After earning his PhD in molecular biology from Princeton University, Kitajewski completed a postdoctoral fellowship in molecular oncology working with Nobel Laureate Harold Varmus at the University of California, San Francisco. There, he developed an interest in signaling pathways involved in oncogenesis, specifically Wnt signaling.
Soon after starting as a junior faculty at Columbia University, he developed an interest in angiogenesis and how tumors build their own vascular system. He’s found this field to be a fertile ground for making the kind of discoveries that give him such satisfaction.
“At the simplest level, my own area of expertise is asking, ‘How do you build a blood vessel?’ That basic question can then be applied toward understanding a variety of organ systems, developmental processes and disease processes,” Kitajewski says.
He received National Institutes of Health funding for his studies for 21 continuous years while he was on the faculty of the Columbia University College of Physicians and Surgeons, where Kitajewski was a professor of both OB/GYN and clinical pathology and held the Charles and Marie Robertson Professorship of Obstetrics and Gynecology.
Reflecting his expertise, Kitajewski has identified both vascular biology and tumor biology as promising areas for future research in the department. He also wants to harness advances in areas such as lipidomics, metabolmics and proteomics to drive studies of metabolic function in the human body and in disease.

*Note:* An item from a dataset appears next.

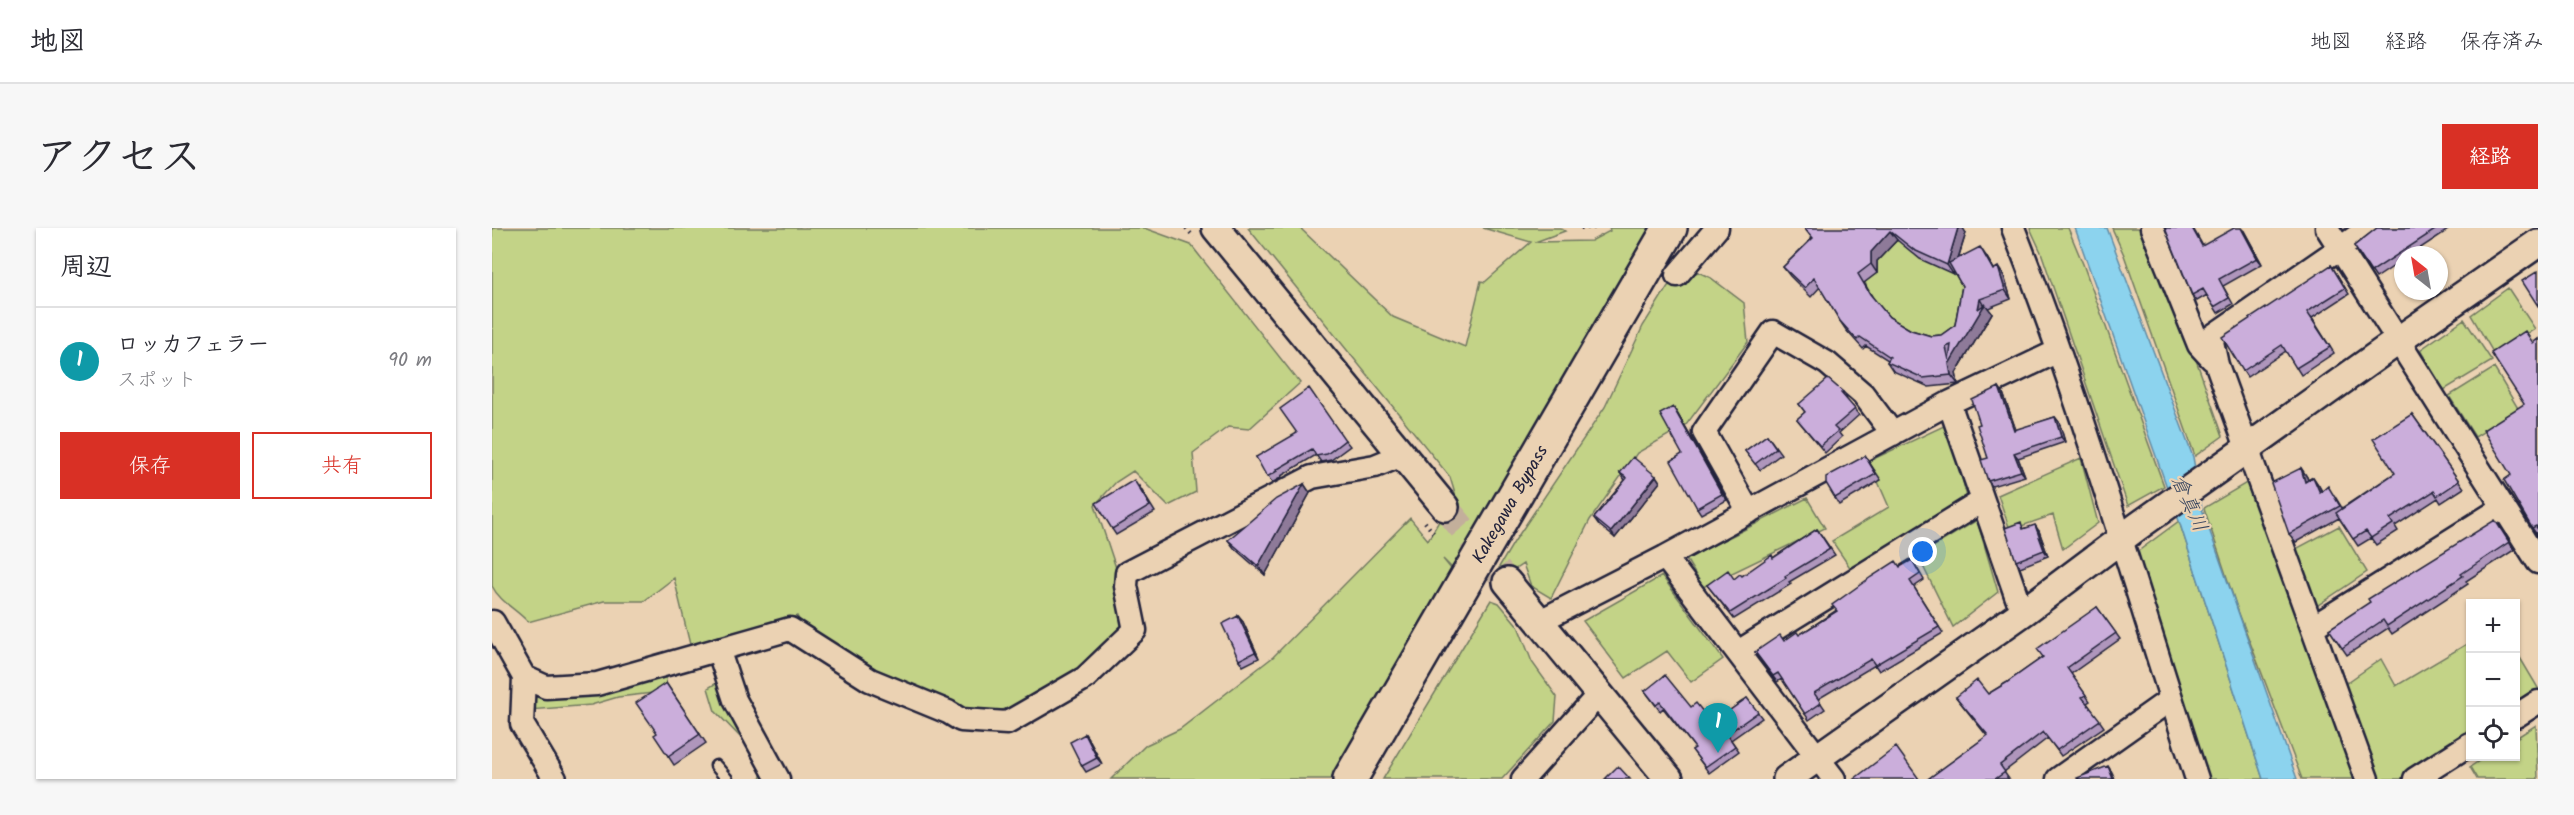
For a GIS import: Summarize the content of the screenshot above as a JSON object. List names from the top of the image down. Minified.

Kitajewski sees potential to apply these lines of inquiry to translational research and specifically in understanding the therapeutic response to drug treatments. “There’s a lot of excellent science about developing the drugs themselves, but the ability to predict their effectiveness and side effects is more limited,” he says. “I envision fostering groups of physiology researchers that help understand that therapeutic response.”

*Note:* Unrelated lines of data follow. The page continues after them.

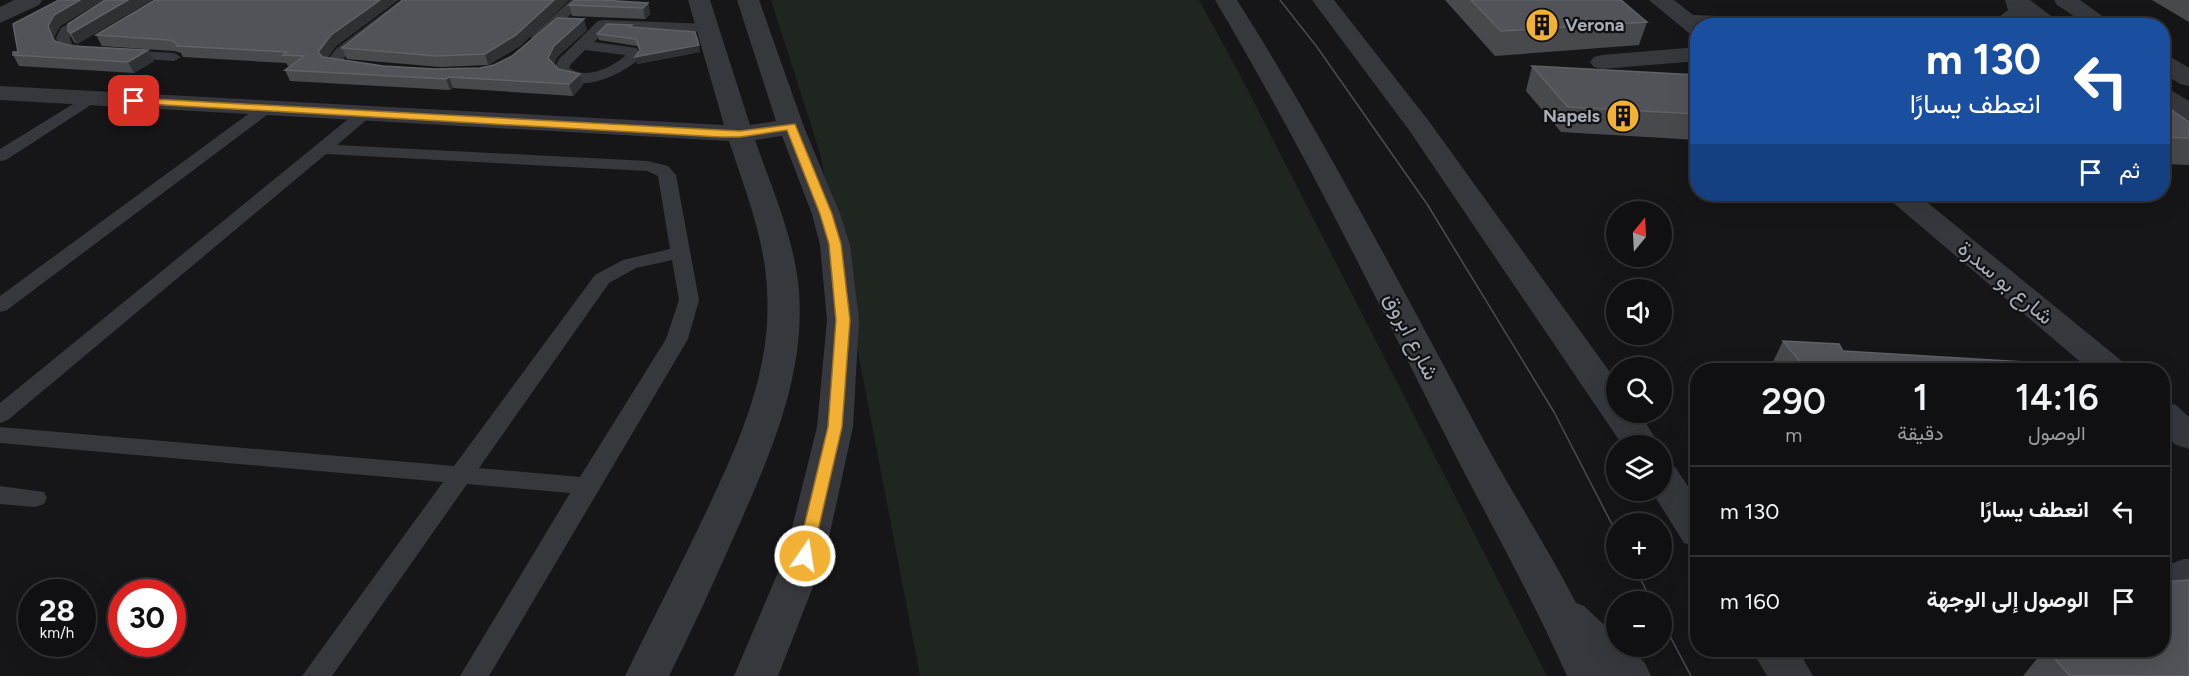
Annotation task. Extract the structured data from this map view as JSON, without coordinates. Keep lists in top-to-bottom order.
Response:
{
  "streets": {
    "street": ["شارع بو سدرة", "شارع ابروق"]
  },
  "places": {
    "building": ["Verona", "Napels"]
  },
  "north": "top",
  "page": {
    "turn": ["130 m", "انعطف يسارًا"],
    "then": "ثم",
    "map_buttons": ["+", "−"],
    "eta": [
      "14:16",
      "الوصول",
      "1",
      "دقيقة",
      "290",
      "m"
    ],
    "list": [
      {
        "name": "انعطف يسارًا",
        "value": "130 m"
      },
      {
        "name": "الوصول إلى الوجهة",
        "value": "160 m"
      }
    ],
    "speed": "28 km/h",
    "limit": "30"
  }
}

Regenerative medicine offers another promising translational area for the department and for collaborations with other departments. “There’s a lot of exciting work we potentially can do to understand how damaged tissue or diseased tissue due to conditions like diabetes or cardiac
dysfunction could be manipulated to restore health,” Kitajewski says. “It could help make it possible to rebuild organs de novo and for in vitro for drug screening purposes, or to repair the damage in diabetics and damaged hearts.”